Outdoor Advocacy

What Does Hydropower Reform Mean for Recreation?

Most of America’s hydropower dams were built in the beginning of the 20th century, during a time when both human values and available technologies were drastically different. Today, with modern technology at our fingertips, it seems we’re constantly updating everything, except our dams. It’s high time we start, for the sake of healthier rivers that will go on to produce cleaner energy and invite more recreation than ever before.

In many cases, outdated or unused dams create more river damage than they’re worth and should be removed. But there are many other cases in which dam removal doesn’t make sense. A dam that still provides ample energy but doesn’t live up to modern environmental considerations is primed for hydropower reform, which can improve its operation, as well as drastically increase the health and recreation opportunities of its river.

John Seebach, Senior Director of Federal River Management at American Rivers, explains: “Reforming hydropower dams is important for recreation. Most hydro dams were constructed 50 or more years ago, during a time when recreational values and the way that people recreated on rivers were different than they are today. Re-thinking and re-operating those hydro projects now gives us an opportunity to fit them to modern recreational values and opportunities.”  According to Seebach, hydropower reform can result in some of the following:

  • Recreational releases of water into the river for canoeing, kayaking or commercial rafting
  • Stabilizing reservoir levels for “lake” boating’ changes to flows or improvements to water quality that improve the health of aquatic species and the recreational and commercial fisheries that depend on those species
  • Improved public access to rivers and reservoirs and new hiking trails or campgrounds on the lands surrounding a hydropower project
  • The improvement of simple aesthetics (e.g. making sure that a bypassed waterfall isn’t dry)

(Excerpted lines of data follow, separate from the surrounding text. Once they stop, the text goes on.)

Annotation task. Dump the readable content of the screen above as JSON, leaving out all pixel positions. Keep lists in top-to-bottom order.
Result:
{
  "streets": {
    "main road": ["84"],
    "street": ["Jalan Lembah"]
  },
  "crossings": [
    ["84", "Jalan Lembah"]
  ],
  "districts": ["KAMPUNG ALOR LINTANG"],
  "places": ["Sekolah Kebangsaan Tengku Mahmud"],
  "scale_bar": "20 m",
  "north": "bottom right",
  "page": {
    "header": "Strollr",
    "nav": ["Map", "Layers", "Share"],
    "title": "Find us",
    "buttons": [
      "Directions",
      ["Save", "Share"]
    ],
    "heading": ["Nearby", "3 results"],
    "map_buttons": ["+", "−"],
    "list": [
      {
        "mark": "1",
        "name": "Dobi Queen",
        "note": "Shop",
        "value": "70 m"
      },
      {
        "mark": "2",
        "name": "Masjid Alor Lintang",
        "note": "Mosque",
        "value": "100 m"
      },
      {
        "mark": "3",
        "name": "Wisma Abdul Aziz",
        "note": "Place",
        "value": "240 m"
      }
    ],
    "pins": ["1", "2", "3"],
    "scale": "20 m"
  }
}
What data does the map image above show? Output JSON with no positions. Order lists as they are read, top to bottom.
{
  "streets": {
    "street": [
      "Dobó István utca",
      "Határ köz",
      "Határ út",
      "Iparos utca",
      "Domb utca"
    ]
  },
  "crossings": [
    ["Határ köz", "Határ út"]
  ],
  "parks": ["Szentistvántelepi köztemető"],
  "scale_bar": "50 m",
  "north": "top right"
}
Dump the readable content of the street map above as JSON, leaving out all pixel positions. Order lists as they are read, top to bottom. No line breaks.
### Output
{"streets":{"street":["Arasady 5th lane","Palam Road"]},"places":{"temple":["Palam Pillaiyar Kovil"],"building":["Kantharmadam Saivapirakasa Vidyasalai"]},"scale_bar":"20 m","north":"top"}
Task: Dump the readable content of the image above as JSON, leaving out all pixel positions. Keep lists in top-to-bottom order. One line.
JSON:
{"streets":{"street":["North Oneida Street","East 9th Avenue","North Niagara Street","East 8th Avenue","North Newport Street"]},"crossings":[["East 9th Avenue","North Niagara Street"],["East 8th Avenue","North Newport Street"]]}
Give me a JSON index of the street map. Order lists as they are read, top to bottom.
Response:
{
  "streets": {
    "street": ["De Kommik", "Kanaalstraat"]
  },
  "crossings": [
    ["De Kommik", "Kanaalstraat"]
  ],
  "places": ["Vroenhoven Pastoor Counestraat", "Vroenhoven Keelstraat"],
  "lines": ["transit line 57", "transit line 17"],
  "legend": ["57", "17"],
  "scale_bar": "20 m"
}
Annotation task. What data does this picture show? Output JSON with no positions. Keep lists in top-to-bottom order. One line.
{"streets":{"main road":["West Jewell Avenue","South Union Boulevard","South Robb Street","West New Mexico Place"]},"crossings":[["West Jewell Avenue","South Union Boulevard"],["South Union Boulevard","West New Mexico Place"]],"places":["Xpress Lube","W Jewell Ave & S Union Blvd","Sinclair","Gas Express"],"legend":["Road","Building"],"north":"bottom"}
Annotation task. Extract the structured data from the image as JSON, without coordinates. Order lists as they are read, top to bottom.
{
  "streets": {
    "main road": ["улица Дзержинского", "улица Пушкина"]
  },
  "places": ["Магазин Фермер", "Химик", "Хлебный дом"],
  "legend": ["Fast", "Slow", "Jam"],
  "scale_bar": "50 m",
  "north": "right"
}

It’s not often that we get a second chance with the environment. In most cases, if humans mess with a natural resource, the damage is done for good. Yet in the case of our hydropower dams, we’ve got the opportunity to clean up and make things better – both for the rivers and for ourselves. In the name of ecology, the environment and outdoor recreation, let’s advocate for hydropower reform and make America’s dams the true modern feats of engineering they were meant to be (with recreation access, too).